Collection entries:
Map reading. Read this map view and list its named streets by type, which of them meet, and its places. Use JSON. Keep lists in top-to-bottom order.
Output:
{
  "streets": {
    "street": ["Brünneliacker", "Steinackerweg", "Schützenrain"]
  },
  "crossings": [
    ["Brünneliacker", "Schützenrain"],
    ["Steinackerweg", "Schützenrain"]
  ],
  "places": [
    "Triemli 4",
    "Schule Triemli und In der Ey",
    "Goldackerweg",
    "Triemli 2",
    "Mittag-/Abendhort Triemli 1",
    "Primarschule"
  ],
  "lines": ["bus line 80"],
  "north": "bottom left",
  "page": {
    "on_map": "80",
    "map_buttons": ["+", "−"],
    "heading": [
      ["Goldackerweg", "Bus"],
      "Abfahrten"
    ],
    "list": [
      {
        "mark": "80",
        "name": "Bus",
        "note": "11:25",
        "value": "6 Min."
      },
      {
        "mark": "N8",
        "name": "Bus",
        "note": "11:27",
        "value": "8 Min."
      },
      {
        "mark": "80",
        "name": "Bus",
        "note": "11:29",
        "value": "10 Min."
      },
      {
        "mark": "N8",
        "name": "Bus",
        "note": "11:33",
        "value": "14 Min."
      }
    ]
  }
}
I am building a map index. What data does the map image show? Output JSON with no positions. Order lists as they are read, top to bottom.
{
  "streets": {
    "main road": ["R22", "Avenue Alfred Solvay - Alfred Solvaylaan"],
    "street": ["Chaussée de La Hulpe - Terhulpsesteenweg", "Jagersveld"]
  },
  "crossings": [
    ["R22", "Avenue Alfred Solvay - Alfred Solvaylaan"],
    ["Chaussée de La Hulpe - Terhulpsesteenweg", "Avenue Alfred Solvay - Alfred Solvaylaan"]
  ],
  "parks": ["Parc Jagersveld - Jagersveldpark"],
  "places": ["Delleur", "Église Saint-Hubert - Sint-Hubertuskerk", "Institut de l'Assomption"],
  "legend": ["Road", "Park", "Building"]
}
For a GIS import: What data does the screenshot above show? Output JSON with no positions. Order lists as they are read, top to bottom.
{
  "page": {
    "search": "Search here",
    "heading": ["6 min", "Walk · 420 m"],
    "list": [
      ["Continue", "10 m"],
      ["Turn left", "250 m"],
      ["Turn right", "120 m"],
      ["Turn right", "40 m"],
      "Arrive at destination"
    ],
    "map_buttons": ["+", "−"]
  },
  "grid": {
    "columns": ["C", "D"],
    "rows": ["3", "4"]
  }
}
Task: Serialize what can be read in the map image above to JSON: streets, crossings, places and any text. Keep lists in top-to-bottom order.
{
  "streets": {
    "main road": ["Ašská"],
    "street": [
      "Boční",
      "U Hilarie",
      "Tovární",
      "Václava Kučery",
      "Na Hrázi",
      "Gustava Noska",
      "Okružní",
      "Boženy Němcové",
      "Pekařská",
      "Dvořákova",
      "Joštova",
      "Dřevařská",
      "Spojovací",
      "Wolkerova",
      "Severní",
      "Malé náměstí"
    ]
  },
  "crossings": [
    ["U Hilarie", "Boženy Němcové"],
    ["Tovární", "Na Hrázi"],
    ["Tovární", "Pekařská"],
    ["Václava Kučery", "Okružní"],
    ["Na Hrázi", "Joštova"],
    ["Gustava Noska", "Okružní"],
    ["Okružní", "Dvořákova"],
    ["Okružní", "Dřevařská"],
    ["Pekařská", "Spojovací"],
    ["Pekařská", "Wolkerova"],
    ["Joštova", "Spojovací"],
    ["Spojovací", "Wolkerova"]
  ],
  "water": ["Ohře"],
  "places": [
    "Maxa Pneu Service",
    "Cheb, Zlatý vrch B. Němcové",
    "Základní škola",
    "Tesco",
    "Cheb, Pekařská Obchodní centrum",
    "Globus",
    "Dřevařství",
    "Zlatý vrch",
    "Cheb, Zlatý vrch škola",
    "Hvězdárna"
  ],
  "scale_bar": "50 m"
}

WHAT YOU ARE ASKED TO DO: Would you reproduce all of the data exactly, without a single alteration?

SOLUTION:
Map reading. Read this map view and list its named streets by type, which of them meet, and its places. Use JSON. Keep lists in top-to-bottom order.
Output:
{
  "streets": {
    "street": ["Brünneliacker", "Steinackerweg", "Schützenrain"]
  },
  "crossings": [
    ["Brünneliacker", "Schützenrain"],
    ["Steinackerweg", "Schützenrain"]
  ],
  "places": [
    "Triemli 4",
    "Schule Triemli und In der Ey",
    "Goldackerweg",
    "Triemli 2",
    "Mittag-/Abendhort Triemli 1",
    "Primarschule"
  ],
  "lines": ["bus line 80"],
  "north": "bottom left",
  "page": {
    "on_map": "80",
    "map_buttons": ["+", "−"],
    "heading": [
      ["Goldackerweg", "Bus"],
      "Abfahrten"
    ],
    "list": [
      {
        "mark": "80",
        "name": "Bus",
        "note": "11:25",
        "value": "6 Min."
      },
      {
        "mark": "N8",
        "name": "Bus",
        "note": "11:27",
        "value": "8 Min."
      },
      {
        "mark": "80",
        "name": "Bus",
        "note": "11:29",
        "value": "10 Min."
      },
      {
        "mark": "N8",
        "name": "Bus",
        "note": "11:33",
        "value": "14 Min."
      }
    ]
  }
}
I am building a map index. What data does the map image show? Output JSON with no positions. Order lists as they are read, top to bottom.
{
  "streets": {
    "main road": ["R22", "Avenue Alfred Solvay - Alfred Solvaylaan"],
    "street": ["Chaussée de La Hulpe - Terhulpsesteenweg", "Jagersveld"]
  },
  "crossings": [
    ["R22", "Avenue Alfred Solvay - Alfred Solvaylaan"],
    ["Chaussée de La Hulpe - Terhulpsesteenweg", "Avenue Alfred Solvay - Alfred Solvaylaan"]
  ],
  "parks": ["Parc Jagersveld - Jagersveldpark"],
  "places": ["Delleur", "Église Saint-Hubert - Sint-Hubertuskerk", "Institut de l'Assomption"],
  "legend": ["Road", "Park", "Building"]
}
For a GIS import: What data does the screenshot above show? Output JSON with no positions. Order lists as they are read, top to bottom.
{
  "page": {
    "search": "Search here",
    "heading": ["6 min", "Walk · 420 m"],
    "list": [
      ["Continue", "10 m"],
      ["Turn left", "250 m"],
      ["Turn right", "120 m"],
      ["Turn right", "40 m"],
      "Arrive at destination"
    ],
    "map_buttons": ["+", "−"]
  },
  "grid": {
    "columns": ["C", "D"],
    "rows": ["3", "4"]
  }
}
Task: Serialize what can be read in the map image above to JSON: streets, crossings, places and any text. Keep lists in top-to-bottom order.
{
  "streets": {
    "main road": ["Ašská"],
    "street": [
      "Boční",
      "U Hilarie",
      "Tovární",
      "Václava Kučery",
      "Na Hrázi",
      "Gustava Noska",
      "Okružní",
      "Boženy Němcové",
      "Pekařská",
      "Dvořákova",
      "Joštova",
      "Dřevařská",
      "Spojovací",
      "Wolkerova",
      "Severní",
      "Malé náměstí"
    ]
  },
  "crossings": [
    ["U Hilarie", "Boženy Němcové"],
    ["Tovární", "Na Hrázi"],
    ["Tovární", "Pekařská"],
    ["Václava Kučery", "Okružní"],
    ["Na Hrázi", "Joštova"],
    ["Gustava Noska", "Okružní"],
    ["Okružní", "Dvořákova"],
    ["Okružní", "Dřevařská"],
    ["Pekařská", "Spojovací"],
    ["Pekařská", "Wolkerova"],
    ["Joštova", "Spojovací"],
    ["Spojovací", "Wolkerova"]
  ],
  "water": ["Ohře"],
  "places": [
    "Maxa Pneu Service",
    "Cheb, Zlatý vrch B. Němcové",
    "Základní škola",
    "Tesco",
    "Cheb, Pekařská Obchodní centrum",
    "Globus",
    "Dřevařství",
    "Zlatý vrch",
    "Cheb, Zlatý vrch škola",
    "Hvězdárna"
  ],
  "scale_bar": "50 m"
}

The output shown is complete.